02 March 2018

I Love This Church




In the course of a half century, I have seen more Christian corruption than you have read of. I have tasted it. I have been reasonably corrupt myself.

And yet, I love this church, this living, pulsing, sinning people of God with a crucifying passion. Why?

For all the Christian hate, I experience here a community of love.

For all the institutional idiocy, I find here a tradition of reason.

For all the individual repressions, I breathe here an air of freedom.

For all the fear of sex, I discover here the redemption of my body.

In an age so inhuman, I touch here tears of compassion.

In a world so grim and humorless, I share here rich joy and earthy laughter.

In the midst of death, I hear an incomparable stress on life.

For all the apparent absence of God, I sense here the real presence of Christ.


Walter Burghardt, S.J.

04 February 2018

Important Connections



HOMILY
5th Sunday in Ordinary Time - B
Readings:Jb 7:1-4, 6-7; Ps 147:1-2, 3-4, 5-6;1 Cor 9:16-19, 22-23; Mk 1:29-39


The Gospel story this Sunday tells us by way of details what keeps Jesus’ public ministry grounded and His mission on course.

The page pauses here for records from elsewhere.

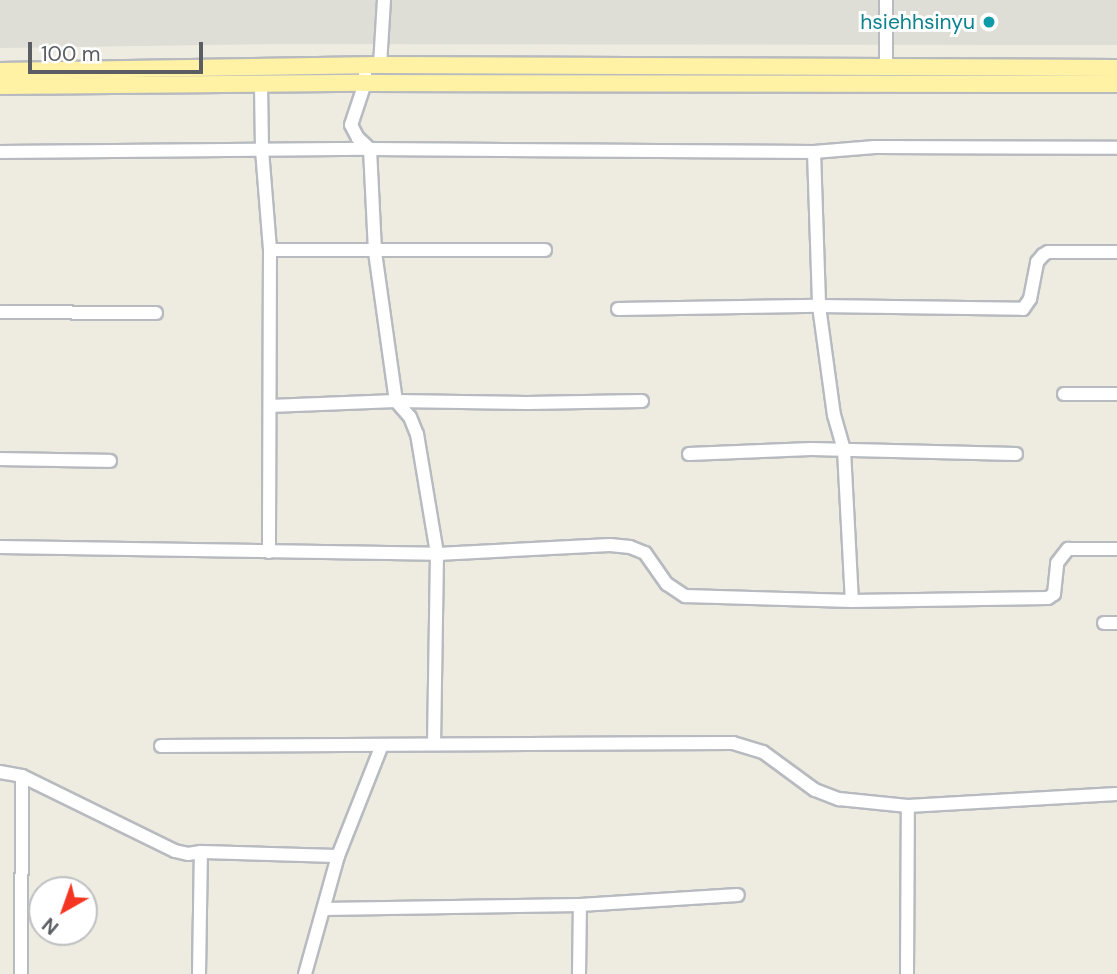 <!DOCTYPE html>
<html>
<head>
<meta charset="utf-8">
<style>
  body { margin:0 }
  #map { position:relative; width:1117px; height:974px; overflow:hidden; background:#eeebe1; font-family:"DM Sans",sans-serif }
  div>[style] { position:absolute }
  .industrial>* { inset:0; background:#deddd6 }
  .roads { filter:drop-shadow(2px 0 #b7babf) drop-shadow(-2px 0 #b7babf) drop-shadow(0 2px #b7babf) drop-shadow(0 -2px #b7babf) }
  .minor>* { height:12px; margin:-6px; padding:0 6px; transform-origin:6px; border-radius:6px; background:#fff }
  .major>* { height:16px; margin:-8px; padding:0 8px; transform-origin:8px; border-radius:8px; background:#fff2a5 }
  .dots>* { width:19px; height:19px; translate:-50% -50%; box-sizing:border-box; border:4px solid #fff; border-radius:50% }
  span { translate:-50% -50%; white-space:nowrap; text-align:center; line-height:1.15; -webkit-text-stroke:6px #fff; paint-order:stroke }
  .culture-label { font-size:21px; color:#0d838f }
  .right { translate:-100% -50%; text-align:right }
  .north { position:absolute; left:28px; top:876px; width:70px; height:70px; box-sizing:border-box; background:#fff; border:2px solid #bdbfc1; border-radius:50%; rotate:220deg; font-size:19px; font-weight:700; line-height:28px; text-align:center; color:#5a5e63 }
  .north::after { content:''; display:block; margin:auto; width:24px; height:32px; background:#f43521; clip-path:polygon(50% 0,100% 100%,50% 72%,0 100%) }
  .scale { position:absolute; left:28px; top:42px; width:175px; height:32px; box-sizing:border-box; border:4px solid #5a5e63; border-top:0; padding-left:9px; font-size:21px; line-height:24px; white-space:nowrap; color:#5a5e63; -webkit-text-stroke:5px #fff; paint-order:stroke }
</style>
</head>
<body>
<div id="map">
  <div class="industrial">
    <div style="clip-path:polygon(0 0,1117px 0,1117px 45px,277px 44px,0 48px)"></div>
  </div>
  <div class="roads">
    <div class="minor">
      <div style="left:886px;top:0;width:65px;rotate:90deg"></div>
      <div style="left:365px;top:65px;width:18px;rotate:90deg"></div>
      <div style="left:365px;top:83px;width:44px;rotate:108.4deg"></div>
      <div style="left:351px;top:125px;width:15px;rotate:62deg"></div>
      <div style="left:358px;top:138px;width:16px;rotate:43deg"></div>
      <div style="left:370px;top:149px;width:103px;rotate:87.2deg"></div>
      <div style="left:375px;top:252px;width:150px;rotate:82deg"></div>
      <div style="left:396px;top:401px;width:21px;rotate:49deg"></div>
      <div style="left:410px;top:417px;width:18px;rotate:68deg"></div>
      <div style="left:417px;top:434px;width:122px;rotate:80.5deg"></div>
      <div style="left:437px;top:554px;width:189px;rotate:90.9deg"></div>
      <div style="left:380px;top:65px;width:65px;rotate:-86.5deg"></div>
      <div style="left:261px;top:85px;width:65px;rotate:89.1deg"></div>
      <div style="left:262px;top:150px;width:100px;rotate:85.4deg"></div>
      <div style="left:270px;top:250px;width:302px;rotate:90.2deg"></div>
      <div style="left:0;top:152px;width:370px;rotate:-0.5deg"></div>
      <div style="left:370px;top:149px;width:444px;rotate:0.4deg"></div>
      <div style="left:814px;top:152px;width:61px;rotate:-4.7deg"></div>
      <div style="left:875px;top:147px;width:242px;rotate:0.2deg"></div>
      <div style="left:814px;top:152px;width:154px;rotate:88.1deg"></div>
      <div style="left:819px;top:306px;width:110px;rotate:82.2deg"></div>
      <div style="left:834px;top:415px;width:36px;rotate:74deg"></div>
      <div style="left:844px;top:450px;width:151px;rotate:87deg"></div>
      <div style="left:270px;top:250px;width:275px"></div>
      <div style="left:618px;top:309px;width:201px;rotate:-0.9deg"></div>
      <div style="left:819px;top:306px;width:204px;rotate:0.8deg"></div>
      <div style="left:1023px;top:309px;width:12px;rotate:-55deg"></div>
      <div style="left:1030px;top:299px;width:38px;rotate:-79deg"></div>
      <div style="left:1037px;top:262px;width:9px;rotate:-49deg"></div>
      <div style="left:1043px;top:255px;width:6px;rotate:-31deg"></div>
      <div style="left:1048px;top:252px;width:69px"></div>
      <div style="left:0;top:312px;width:156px;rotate:0.4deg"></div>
      <div style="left:1064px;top:394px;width:53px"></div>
      <div style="left:270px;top:406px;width:126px;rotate:-2.3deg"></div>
      <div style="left:396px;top:401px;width:131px;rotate:0.9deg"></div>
      <div style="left:527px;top:403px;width:115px;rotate:-1deg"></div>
      <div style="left:689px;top:454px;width:122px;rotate:-2.3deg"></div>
      <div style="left:811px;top:449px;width:205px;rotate:1.4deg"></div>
      <div style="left:0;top:459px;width:110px;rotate:1deg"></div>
      <div style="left:0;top:547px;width:437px;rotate:0.9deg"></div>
      <div style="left:437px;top:554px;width:173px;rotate:-3deg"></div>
      <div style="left:610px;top:545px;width:20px;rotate:6deg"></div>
      <div style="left:630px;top:547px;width:16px;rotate:22deg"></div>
      <div style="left:645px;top:553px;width:38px;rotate:55deg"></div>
      <div style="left:667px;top:584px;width:22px;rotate:34deg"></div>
      <div style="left:685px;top:596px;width:167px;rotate:1.7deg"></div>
      <div style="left:852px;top:601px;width:196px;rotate:-0.9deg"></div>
      <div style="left:1048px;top:598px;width:7px;rotate:-34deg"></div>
      <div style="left:1054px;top:594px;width:31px;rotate:-84deg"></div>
      <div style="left:1057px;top:563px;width:18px;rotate:-52deg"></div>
      <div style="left:1068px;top:549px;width:49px"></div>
      <div style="left:1104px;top:623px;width:13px"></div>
      <div style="left:161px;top:746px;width:572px;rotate:-0.3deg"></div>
      <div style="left:733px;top:743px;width:31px;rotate:17deg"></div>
      <div style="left:763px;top:752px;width:64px;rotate:36.2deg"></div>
      <div style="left:815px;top:790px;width:26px;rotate:21deg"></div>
      <div style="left:839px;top:799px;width:69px;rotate:5.8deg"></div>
      <div style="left:908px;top:806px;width:209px;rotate:-3.3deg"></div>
      <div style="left:0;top:772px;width:22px;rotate:10deg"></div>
      <div style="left:22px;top:776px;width:170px;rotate:26.1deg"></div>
      <div style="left:175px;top:851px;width:13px;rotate:13deg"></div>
      <div style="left:188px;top:854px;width:13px;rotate:-9deg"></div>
      <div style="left:201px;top:852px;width:137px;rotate:1.7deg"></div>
      <div style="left:324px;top:909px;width:256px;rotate:-0.9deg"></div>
      <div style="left:580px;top:905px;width:158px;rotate:-3.6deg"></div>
      <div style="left:21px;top:974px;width:198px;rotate:-89.7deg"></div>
      <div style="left:199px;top:974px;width:122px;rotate:-89.1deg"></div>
      <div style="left:305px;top:974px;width:123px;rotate:-74.4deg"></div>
      <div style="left:338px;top:856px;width:119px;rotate:-68.4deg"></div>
      <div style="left:579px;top:974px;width:69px;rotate:-89.2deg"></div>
      <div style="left:907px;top:974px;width:168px;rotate:-89.7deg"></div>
    </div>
    <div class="major">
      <div style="left:0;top:71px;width:380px;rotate:-0.9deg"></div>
      <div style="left:380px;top:65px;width:737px;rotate:0.23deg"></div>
      <div style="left:0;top:86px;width:365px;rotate:-0.5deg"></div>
      <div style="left:365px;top:83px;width:752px;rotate:0.08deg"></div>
    </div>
  </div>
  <div class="dots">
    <div style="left:989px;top:22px;background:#0f9aa8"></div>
  </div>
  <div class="culture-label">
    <span class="right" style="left:975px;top:22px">hsiehhsinyu</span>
  </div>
  <div class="north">N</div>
  <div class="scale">100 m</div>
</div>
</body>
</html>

These are His important connections, and there are at least three of them.

Connection with Family and Friends. In the Gospel story, Jesus took time off his public schedule to stay as guest at the house of Peter and Andrew, with two more close friends, James and John. There he healed Peter’s mother-in-law. Like the rest of us, Jesus too enjoys the company of family and friends.  In John 15,15, He turns this into a lesson: "I have called you friends, because I have told you everything I have heard from my Father.”

Our family and friends are a gift from God. Children learn how to love from the way their parents love them. Best friends keep us grounded and are there for us through challenging times. Earnest lovers bring out the best in each other. What do we do to show how we value and love the important people in our lives? Or do we often take them for granted?

Connection with the Poor and those in Need. Jesus public ministry was purposive: He would like to reach out to as many children of Israel as His limited time allowed. The sick and the lost may have sought Him but it was He who sought them first. They are His mission. In Mt 25, 40 and 45, He taught His disciples that taking care of the poor and suffering is a basic requirement for salvation: “Amen, I say to you, whatever you did for one of these least brothers of mine, you did for me.” Have we connected with a poor person, or one in need, lately?

These days in Albay with Mayon Volcano erupting and thousands in evacuation centers, I am privileged to see so many of these connections unfolding. It is present in those who come in from other places just to help, in local businesses that offer their services at big discounts or even for free, in public servants that daily go beyond the call of duty, in church workers of different faiths working together, in volunteers and donors who ask for nothing but the opportunity to serve, and in evacuees who take care of those whose needs are greater than their own. There is another word for it: solidarity, the main stuff that resilient communities are made of.

Connection with God. Most important of all is Jesus’ connection with the Father. In several passages in the Gospel, He would go off to some lonely place to pray early in the morning or the whole night. In Mt 6,9-13 and Lk 11,2-4, when His disciples saw Him praying and asked Him how to pray, He told them to call God our Father, to seek His Kingdom and His will, to ask for daily blessing, and forgive as He forgives. In short, to center our lives to God.

Our connection with God purifies our loves and sanctifies our good works. In Mt 12,50, Jesus says: “Whoever does the will of my heavenly Father is my brother, and sister, and mother.” In Mt 19,21, when asked how to gain eternal life, He replied: “If you wish to be perfect, go, sell what you have and give to the poor, and you will have treasure in heaven. Then come, follow me.” How much time in the day do we devote to prayer and strengthening our connection with God?

One more insight about connection, I learned in the course of running our community-based rehab program for substance users. The author Johann Hari says: “The opposite of addiction is not sobriety, but connection.” Meaningful connections and relationships are the key to healing and life-long recovery as opposed to the false joy and alienation offered by drugs and other addictions.

God offers fullness of life and freedom from sin, to attain them we need to value and sustain our most important connections.